▸ PROBLEM STATEMENT: The answer is a single number: the count of lines below in which the word "solid" appears.

Stored data:
------------------------------------------------
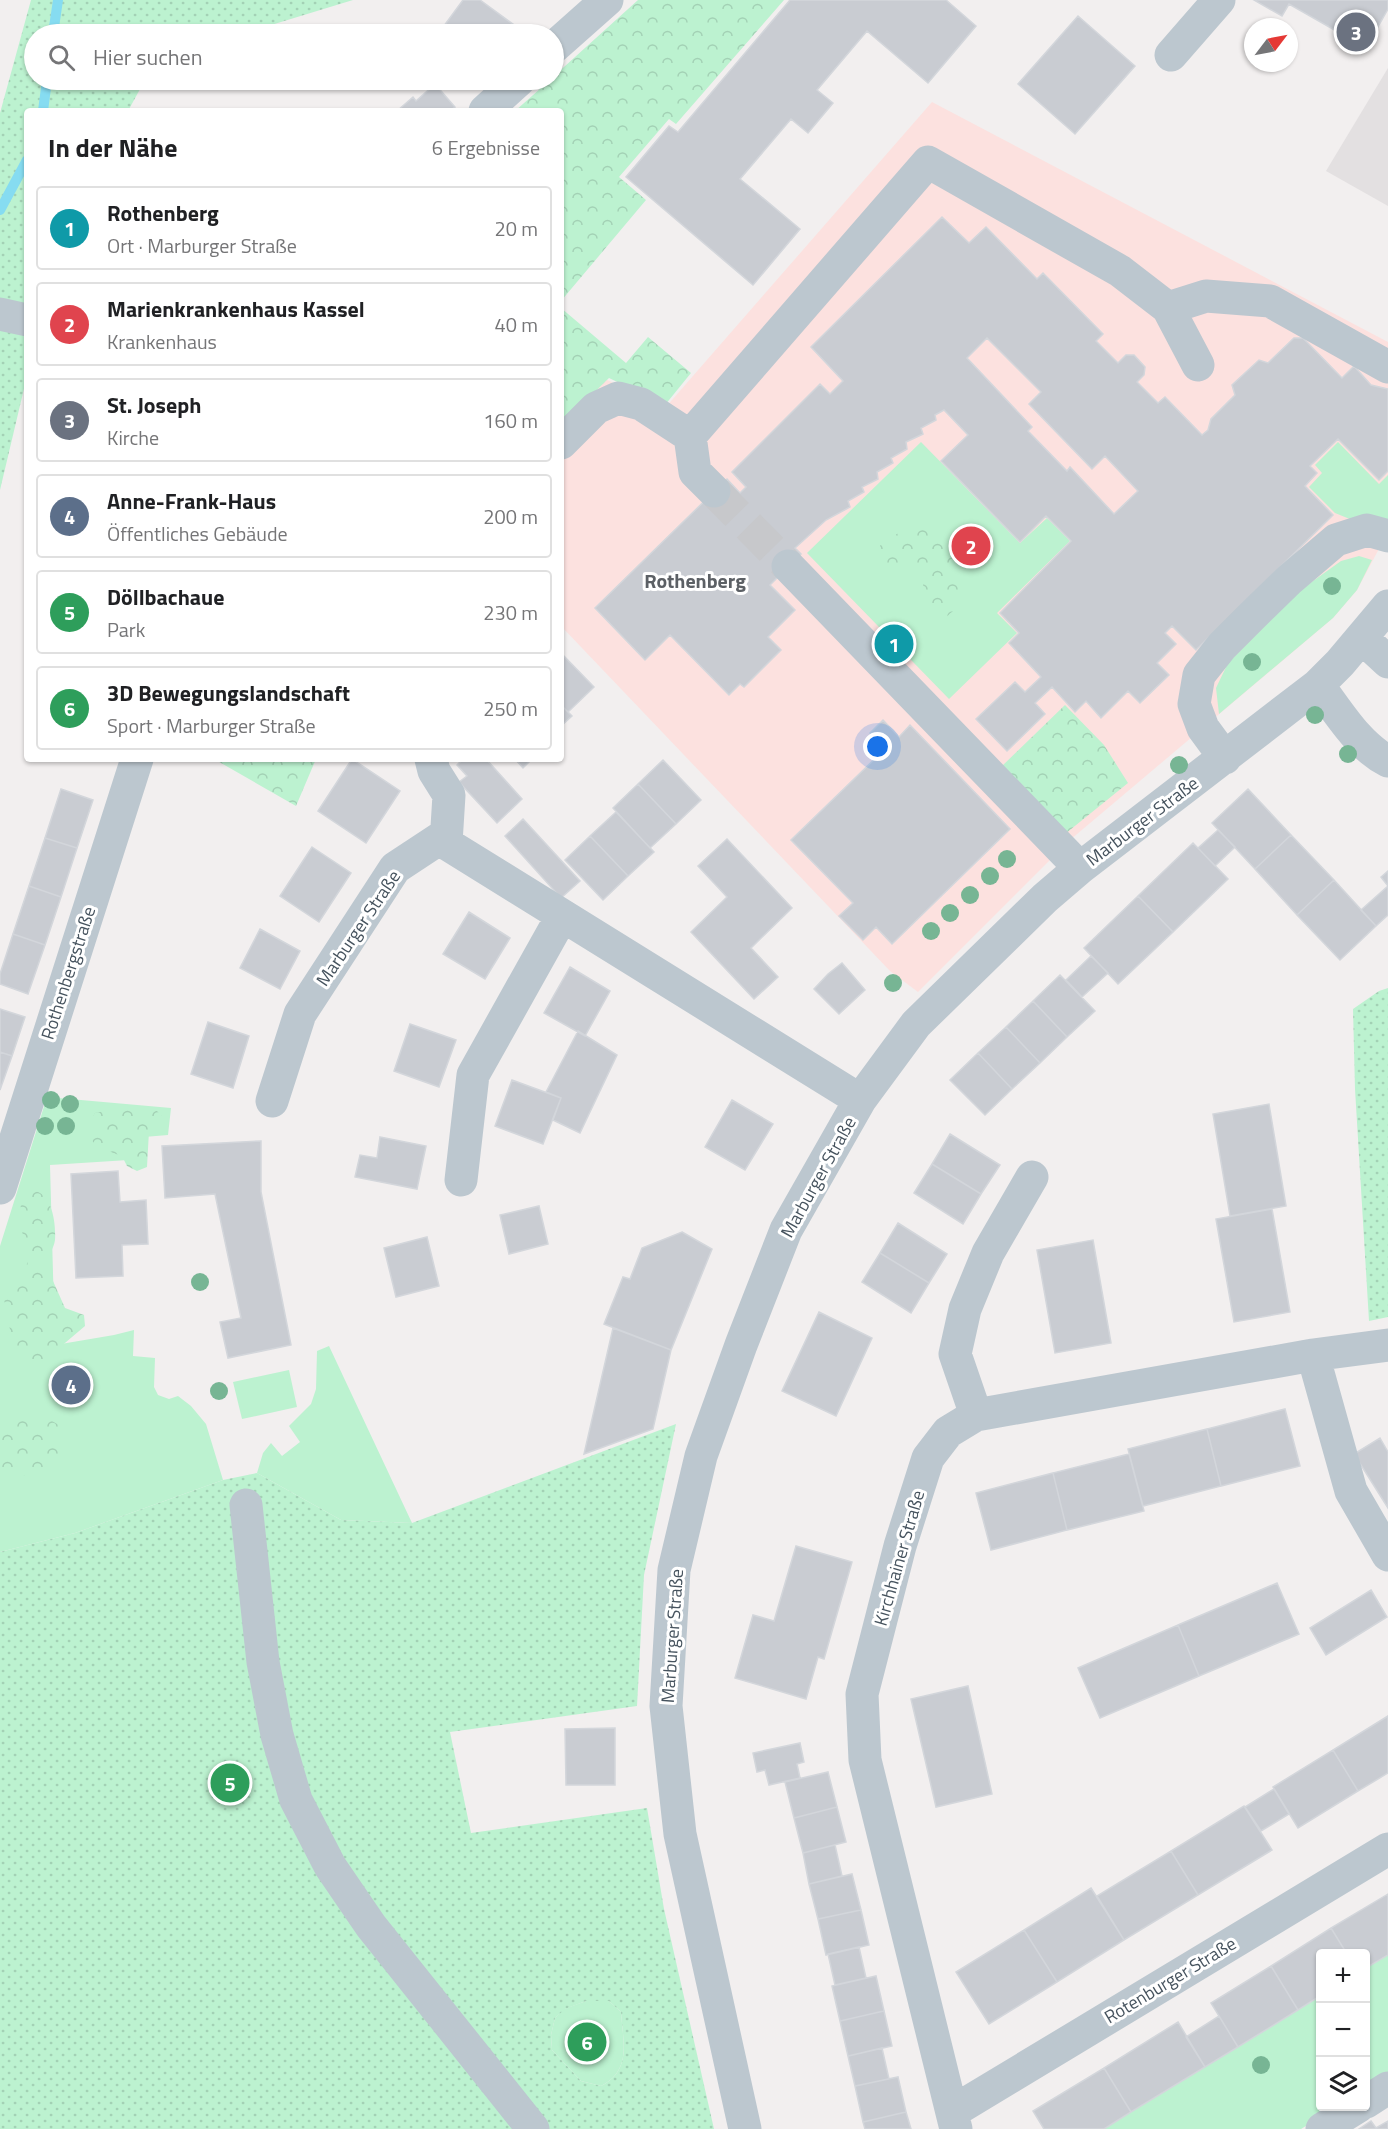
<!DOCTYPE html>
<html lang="de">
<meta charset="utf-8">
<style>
:root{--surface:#fff;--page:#f6f6f6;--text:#202124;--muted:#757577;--line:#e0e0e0;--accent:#2563eb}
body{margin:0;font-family:"Titillium Web",sans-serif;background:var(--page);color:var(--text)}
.controls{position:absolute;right:18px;bottom:18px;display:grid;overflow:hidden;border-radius:6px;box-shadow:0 2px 4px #0004}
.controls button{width:54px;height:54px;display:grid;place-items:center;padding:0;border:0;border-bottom:2px solid var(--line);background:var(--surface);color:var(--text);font:30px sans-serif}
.compass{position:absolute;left:1244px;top:18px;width:54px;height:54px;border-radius:50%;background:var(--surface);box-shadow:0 2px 4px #0004;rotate:58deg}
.you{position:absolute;left:878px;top:747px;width:21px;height:21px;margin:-15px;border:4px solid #fff;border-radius:50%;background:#1a73e8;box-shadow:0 0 0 9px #1a73e833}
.badge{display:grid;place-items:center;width:39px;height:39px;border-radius:50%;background:var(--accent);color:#fff;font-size:20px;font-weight:700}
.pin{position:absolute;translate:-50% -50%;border:3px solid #fff;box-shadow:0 2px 6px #0006}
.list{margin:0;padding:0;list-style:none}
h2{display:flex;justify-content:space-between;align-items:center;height:78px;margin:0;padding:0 24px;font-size:26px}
h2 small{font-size:20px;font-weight:400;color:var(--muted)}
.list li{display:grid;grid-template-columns:39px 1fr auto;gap:18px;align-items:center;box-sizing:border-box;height:84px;margin:0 12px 12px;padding:0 12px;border:2px solid var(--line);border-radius:6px}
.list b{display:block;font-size:22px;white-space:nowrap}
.list p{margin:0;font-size:20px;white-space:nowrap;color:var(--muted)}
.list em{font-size:20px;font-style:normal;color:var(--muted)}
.icon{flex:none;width:33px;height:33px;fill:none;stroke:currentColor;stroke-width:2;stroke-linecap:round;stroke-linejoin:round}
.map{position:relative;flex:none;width:1388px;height:2129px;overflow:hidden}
.search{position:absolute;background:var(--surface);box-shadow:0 2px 4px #0004;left:24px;top:24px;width:540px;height:66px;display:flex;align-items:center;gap:15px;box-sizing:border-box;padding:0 21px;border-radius:33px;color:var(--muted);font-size:22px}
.panel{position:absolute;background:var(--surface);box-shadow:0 2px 4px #0004;left:24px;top:108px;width:540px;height:654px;border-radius:6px}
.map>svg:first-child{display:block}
</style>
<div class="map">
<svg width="1388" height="2129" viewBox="0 0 1388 2129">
<defs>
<pattern id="forest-crowns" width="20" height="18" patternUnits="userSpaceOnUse" patternTransform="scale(1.5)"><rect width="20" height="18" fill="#bcf2d0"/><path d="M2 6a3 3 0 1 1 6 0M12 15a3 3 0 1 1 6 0" fill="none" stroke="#a3d1b5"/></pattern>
<pattern id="park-dots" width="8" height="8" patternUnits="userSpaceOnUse" patternTransform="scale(1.5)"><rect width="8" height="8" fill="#bcf2d0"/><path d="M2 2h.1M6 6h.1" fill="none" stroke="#a3d1b5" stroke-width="1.8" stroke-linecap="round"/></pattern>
</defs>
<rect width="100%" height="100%" fill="#f2efef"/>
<!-- education -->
<path fill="#e3e0e1" d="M1388,68v138l-62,-35z"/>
<!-- medical -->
<path fill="#fce1df" d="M932,102l456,240v190l-31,58 -24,28 -263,222 -152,152 -28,-21 -329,-345v-218l34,-34 70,34z"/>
<!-- green -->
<path fill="#bcf2d0" d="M921,442l99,101 27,-25 23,23 -73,72 20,20 -68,66 -142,-146z
M1338,442l41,42 9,-9v56l-21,-5 -32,-13 -26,-26 13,-14 -7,-8z
M1359,556l13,4 -15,30 -24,28 -114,96 -3,-26 12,-25 71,-72 42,-30z
M47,1097l124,11 -3,27 -24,2v22l-94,6 5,180 59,-10 20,-5 -1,26 22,2 -1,29 4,8 11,4 9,-3 13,10 15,18 17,56 -148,53 -75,19v-306z
M329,1346l83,177 -71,-3 -84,-47 6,-20 8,-10 11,13 18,-14 -11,-16 22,-22 5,-15 1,-38z
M289,1370l8,37 -55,12 -9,-37z
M1388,1955v120l-22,14v-121z
M1320,1996v110l17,1 -36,22h-198z
M586,2001h23l12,11c2,30 11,58 -20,74l-20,-5 -29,-31 -1,-15 4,-17 9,-9z"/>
<!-- forest -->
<path fill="url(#forest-crowns)" d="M638,0h146l-108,124 -7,-5 -50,58 27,23 -85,101v-190h-46l35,-31h4v-4z
M561,308l65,55 22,-26 43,36 -26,32 -56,-27 -48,47z
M919,527l22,9 17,21 3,27 -8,27 -10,9 -10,-1 -9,-10c0,-16 3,-42 -20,-44 -6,-1 -14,3 -20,4l-9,-5 -3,-9c14,-18 25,-23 47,-28z
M1065,705l39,40 24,38 -63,51 -63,-68z
M214,759h102l-20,47z
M134,1108l23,3 7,8 -15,12 -2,36 -10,4 -10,-5 -5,-10 -9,-3 -20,-11 -4,-16 6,-13 14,-3z
M29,1190c23,0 27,31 26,50 -1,8 -7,16 -10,23l20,45 19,7 1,11 -46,39h-17l-9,-20 -10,-51 22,-23 4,-15 -10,-35 2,-17z
M13,1415l30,1 16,9 5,29 -13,13 -19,11 -32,-11v-49z"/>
<!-- park -->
<path fill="url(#park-dots)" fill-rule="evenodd" d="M31,0h322l-111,34h-208v46h111l-17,31h-101v265l-27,114v-377z
M1388,988v329l-19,4 -14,-232 -2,-80 26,-18z
M676,1424l-32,151 -7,131 -187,26 21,101 176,-25 17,101 50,220h-714v-577l75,-19 148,-53 34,-7 84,47 71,3zM586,2001h23l12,11c2,30 11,58 -20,74l-20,-5 -29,-31 -1,-15 4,-17 10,-9z"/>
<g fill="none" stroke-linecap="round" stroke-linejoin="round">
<!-- stream -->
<path stroke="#86dcf1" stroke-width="10" d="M53,34l5,-34
M43,111l4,-31
M0,210l27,-50"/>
</g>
<!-- building -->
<path fill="#c9ccd2" stroke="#d3d6db" stroke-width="1.5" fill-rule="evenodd" d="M463,0h17l45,33 -2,1h-85z
M790,0h156l30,26 -48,57 -61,-52 -50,59 16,13 -25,30 -17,-14 -51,60 60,50 -47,56 -127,-108 43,-51 9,6z
M1254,0h134v9l-22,39 -77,-44 -7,12z
M1078,16l57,50 -60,68 -57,-50z
M435,84l20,23 -6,4h-52l16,-14 3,4z
M942,217l27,26 17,-16 51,52 6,-6 60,61 -7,7 22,22 8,-8h8l11,12 -1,8 -7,7 21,21 7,-6 37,38 6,-5 3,-11 24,-24 -3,-10 27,-25 9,3 26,-25h9l39,40 12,-12 17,19 17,4v82l-9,9 -41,-41 -28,27 7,7 -12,13 28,29 -137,135 -24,-24 -7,7 11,11 -19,19 12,12 -29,28 -12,-12 -27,27 -15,-17 -11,11 -23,-25 -17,16 10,11 -38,37 -31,-32 39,-37 10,10 16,-15 -32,-34 10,-10 -19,-20 71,-72 -25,-25 -26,26 -79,-81 27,-26 -24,-25 -9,5 1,5 -15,8 2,6 -17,8 1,7 -16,9 2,5 -16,9 1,7 -16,8 2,5 -16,9 2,6 -24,13 -31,28 6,6 -31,31 25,25 -27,27 13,13 -37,37 -4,-3 -11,11 -59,-60 -25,25 -50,-52 132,-129 13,14 6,-6 -14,-15 88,-88 10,10 13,-13 -32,-34zM987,338l54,54 -12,12 63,65 13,-13 33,35 -24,23 -44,-47 -3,4 -39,-40 4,-4 -65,-69z
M561,653l33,34 -26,25 -7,-7z
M561,705l11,11 -11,10z
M883,720l16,17 11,-12 100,104 -118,115 -16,-17 -13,13 -24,-24 14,-13 -62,-63 94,-91 -15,-16z
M352,759l48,32 -34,52 -48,-32z
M463,759h23l36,40 -25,24 -38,-41 8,-6 -10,-11z
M515,759h17l-9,9z
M663,760l38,40 -25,24 -38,-40z
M638,784l38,40 -26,24 -37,-40z
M61,789l32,11 -16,48 -32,-10z
M1248,789l43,46 -36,34 -43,-46z
M616,812l38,40 -26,24 -38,-40z
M523,819l57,62 -19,17 -56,-62z
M1218,830l17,17 -20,19 -17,-18z
M1291,835l43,45 -37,35 -42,-46z
M590,836l38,40 -25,24 -38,-40z
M45,838l32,10 -16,49 -32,-11z
M727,839l65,69 -41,40 27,29 -24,22 -63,-67 36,-35 -29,-31z
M1193,843l35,36 -55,53 -35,-36z
M312,847l39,26 -32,49 -39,-26z
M1388,871v15l-7,-9z
M1334,880l42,46 -36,34 -43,-45z
M29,886l32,11 -16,48 -32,-11z
M1388,886v29l-12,11 -15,-16z
M1138,896l35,36 -55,52 -34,-36z
M469,912l41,26 -25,41 -42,-25z
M260,929l40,22 -20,38 -40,-21z
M13,934l32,11 -17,49 -28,-10v-10z
M1091,956l17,17 -26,24 -16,-17z
M842,963l23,27 -26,24 -25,-25 14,-15z
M570,967l40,24 -25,45 -41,-23z
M1060,975l35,36 -28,26 -34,-36z
M1033,1001l34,36 -27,26 -34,-36z
M0,1009l25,8 -13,39 -12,-4z
M208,1022l41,14 -16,52 -42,-14z
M410,1024l46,16 -17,47 -45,-16z
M1006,1027l34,36 -28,26 -34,-36z
M578,1031l39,24 -37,78 -27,-13 8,-22 -15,-6z
M0,1052l12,4 -12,34z
M978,1053l34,36 -27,26 -35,-35z
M512,1080l49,18 -18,46 -48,-18z
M732,1100l41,24 -28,46 -40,-23z
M1269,1104l17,102 -56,10 -17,-102z
M950,1134l50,31 -19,29 -49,-30z
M380,1137l46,9 -9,43 -62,-12 5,-22 17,3z
M261,1141v51l30,153 -63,13 -8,-36 21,-4 -26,-124 -50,4 -3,-52z
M932,1164l49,30 -18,30 -49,-31z
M118,1171l2,31 26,-2 2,44 -26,1 1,31 -47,2 -5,-104z
M539,1206l9,38 -39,10 -9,-39z
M1272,1209l18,103 -56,10 -18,-103z
M898,1223l49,31 -18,29 -49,-30z
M682,1232l30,17 -41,101 -67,-26 19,-47 7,2 12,-31z
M427,1237l12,49 -43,11 -12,-49z
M1093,1240l18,103 -56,10 -18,-103z
M880,1253l49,30 -18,30 -49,-31z
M819,1312l53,26 -36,78 -54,-25z
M613,1328l58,22 -18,79 -69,25z
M1285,1409l15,57 -79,20 -14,-57z
M1207,1429l14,57 -78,20 -15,-57z
M1380,1438l8,14v56l-34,-54z
M1129,1454l15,57 -77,19 -14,-57z
M1053,1473l14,57 -76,20 -15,-57z
M796,1546l56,16 -28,97 -6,-2 -12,42 -71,-21 18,-63 21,6z
M1277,1583l22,51 -100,42 -21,-51z
M1371,1590l16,27 -61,38 -16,-27z
M1178,1625l21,51 -99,42 -22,-50z
M968,1686l24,108 -56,13 -25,-108z
M1388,1716v57l-30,18 -25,-41z
M615,1728v57h-49l-1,-56z
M800,1743l4,19 -7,2 3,14 -31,7 -4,-15 -8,2 -4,-19z
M1333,1750l25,41 -60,37 -25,-41z
M828,1772l9,35 -43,11 -9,-36z
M1274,1789l15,25 -28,17 -16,-24z
M1244,1806l28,44 -74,45 -27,-44z
M837,1807l9,35 -43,11 -9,-35z
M835,1845l7,31 -33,8 -6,-31z
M1171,1851l27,44 -74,45 -27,-44z
M852,1874l9,36 -43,9 -9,-35z
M1091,1888l33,52 -67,42 -33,-52z
M1388,1894v61l-22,13v-14h-19l-16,-26z
M861,1910l8,35 -43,10 -8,-36z
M1331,1928l16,26h-27v42l-22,14 -27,-44z
M1024,1930l33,52 -68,42 -33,-52z
M859,1947l7,31 -31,7 -7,-31z
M1271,1966l27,44 -60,37 -27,-44z
M876,1976l8,35 -44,10 -8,-35z
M884,2011l8,35 -44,10 -8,-35z
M1219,2016l19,31 -33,20 -19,-30z
M1178,2022l27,45 -74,45 -27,-44z
M882,2048l7,31 -34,7 -7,-30z
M1104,2068l27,44 -27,17h-60l-11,-18z
M898,2077l8,35 -43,10 -8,-36z
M906,2112l5,17h-46l-2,-7z
M1371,2121l5,7 12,-7v8h-29z"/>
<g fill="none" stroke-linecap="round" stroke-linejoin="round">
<!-- minor-tunnel -->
<path stroke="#c7c8cb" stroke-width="33" stroke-dasharray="33 16" stroke-linecap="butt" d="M714,491l74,75"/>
<!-- minor -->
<path stroke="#bcc7cf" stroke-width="33" d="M554,47l53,-47
M1171,55l48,-55
M485,111l34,-31
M1168,308l38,-12 64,5 118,66
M0,314l27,6
M561,443l35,-35 22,-10 23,6 49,32
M714,491l-19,-19 -5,-36 238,-274 192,109 48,37 30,57
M788,566l292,302
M1362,638l26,24
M1318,685c20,26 40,61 70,76
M1225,758l-22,-30 -9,-24 5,-29 23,-29 29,-29 38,-37 47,-40 31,-10 21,6
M431,759l3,12 15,24 -3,48
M272,1101l28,-87 95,-146 44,-29 421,261
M461,1180l12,-105 89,-159
M0,1188l137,-429
M1313,1355l38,136 37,64
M976,1415l-21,-61 10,-45 23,-56 44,-76
M246,1505l17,157 14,73 19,65 34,66 41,60 162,203
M1366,2102l22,-14
M952,2112l436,-263
M745,2129l-65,-295 -14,-128 8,-136 27,-114 40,-111 45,-115 74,-130 56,-76 129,-126 35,-30 238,-183 22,-22 48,-57
M956,2129l-91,-369 -3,-66 38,-148 28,-88 20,-26 28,-17 337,-60 75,-10
M1322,2129l37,-23"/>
</g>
<!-- trees -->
<g fill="#77b594">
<circle cx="1332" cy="586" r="9"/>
<circle cx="1252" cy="662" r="9"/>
<circle cx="1315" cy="715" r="9"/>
<circle cx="1348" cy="754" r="9"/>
<circle cx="1179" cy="765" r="9"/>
<circle cx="1007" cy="859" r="9"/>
<circle cx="990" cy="876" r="9"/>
<circle cx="970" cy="895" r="9"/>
<circle cx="950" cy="913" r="9"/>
<circle cx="931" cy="931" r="9"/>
<circle cx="893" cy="983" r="9"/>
<circle cx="51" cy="1100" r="9"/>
<circle cx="70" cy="1104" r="9"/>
<circle cx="45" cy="1126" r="9"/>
<circle cx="66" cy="1126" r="9"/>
<circle cx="200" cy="1282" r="9"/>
<circle cx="219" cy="1391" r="9"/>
<circle cx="1261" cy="2065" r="9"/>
</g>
<g text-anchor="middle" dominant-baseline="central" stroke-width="6" stroke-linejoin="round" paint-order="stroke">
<!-- street labels -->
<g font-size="18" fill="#46535e" stroke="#fff">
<text transform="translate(1142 821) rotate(-37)">Marburger Straße</text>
<text transform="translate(358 928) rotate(-56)">Marburger Straße</text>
<text transform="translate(68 973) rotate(-72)">Rothenbergstraße</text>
<text transform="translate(818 1177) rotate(-61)">Marburger Straße</text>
<text transform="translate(899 1558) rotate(-74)">Kirchhainer Straße</text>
<text transform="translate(672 1636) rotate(-86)">Marburger Straße</text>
<text transform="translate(1170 1980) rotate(-31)">Rotenburger Straße</text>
</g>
<!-- neighbourhood labels -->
<g font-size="20" font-weight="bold" fill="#5c6065" stroke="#fff">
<text x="695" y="580">Rothenberg</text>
</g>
</g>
</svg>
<div class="controls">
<button>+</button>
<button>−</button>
<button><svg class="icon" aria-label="layers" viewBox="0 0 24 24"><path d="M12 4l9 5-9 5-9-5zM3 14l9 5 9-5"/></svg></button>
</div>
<svg class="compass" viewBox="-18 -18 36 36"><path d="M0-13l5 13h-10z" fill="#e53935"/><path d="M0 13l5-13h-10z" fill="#757577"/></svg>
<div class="you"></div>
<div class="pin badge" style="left:894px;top:644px;background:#0f9aa8">1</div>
<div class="pin badge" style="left:971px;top:546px;background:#e0444e">2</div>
<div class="pin badge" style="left:1356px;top:32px;background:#6b7280">3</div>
<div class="pin badge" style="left:71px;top:1385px;background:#5c6f8a">4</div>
<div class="pin badge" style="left:230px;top:1783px;background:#2e9e5b">5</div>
<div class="pin badge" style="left:587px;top:2042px;background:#2e9e5b">6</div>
<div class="search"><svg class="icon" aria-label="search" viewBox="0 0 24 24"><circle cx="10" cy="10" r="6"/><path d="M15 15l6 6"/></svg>Hier suchen</div>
<section class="panel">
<h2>In der Nähe<small>6 Ergebnisse</small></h2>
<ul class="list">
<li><span class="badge" style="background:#0f9aa8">1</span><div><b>Rothenberg</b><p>Ort · Marburger Straße</p></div><em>20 m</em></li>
<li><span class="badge" style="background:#e0444e">2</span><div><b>Marienkrankenhaus Kassel</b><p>Krankenhaus</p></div><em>40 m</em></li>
<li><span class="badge" style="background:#6b7280">3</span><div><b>St. Joseph</b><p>Kirche</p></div><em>160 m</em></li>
<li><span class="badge" style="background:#5c6f8a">4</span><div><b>Anne-Frank-Haus</b><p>Öffentliches Gebäude</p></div><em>200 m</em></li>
<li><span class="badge" style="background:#2e9e5b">5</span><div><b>Döllbachaue</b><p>Park</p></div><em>230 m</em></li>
<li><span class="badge" style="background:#2e9e5b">6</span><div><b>3D Bewegungslandschaft</b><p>Sport · Marburger Straße</p></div><em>250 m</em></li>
</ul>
</section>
</div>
------------------------------------------------
▸ ANSWER TO THE PROBLEM: 4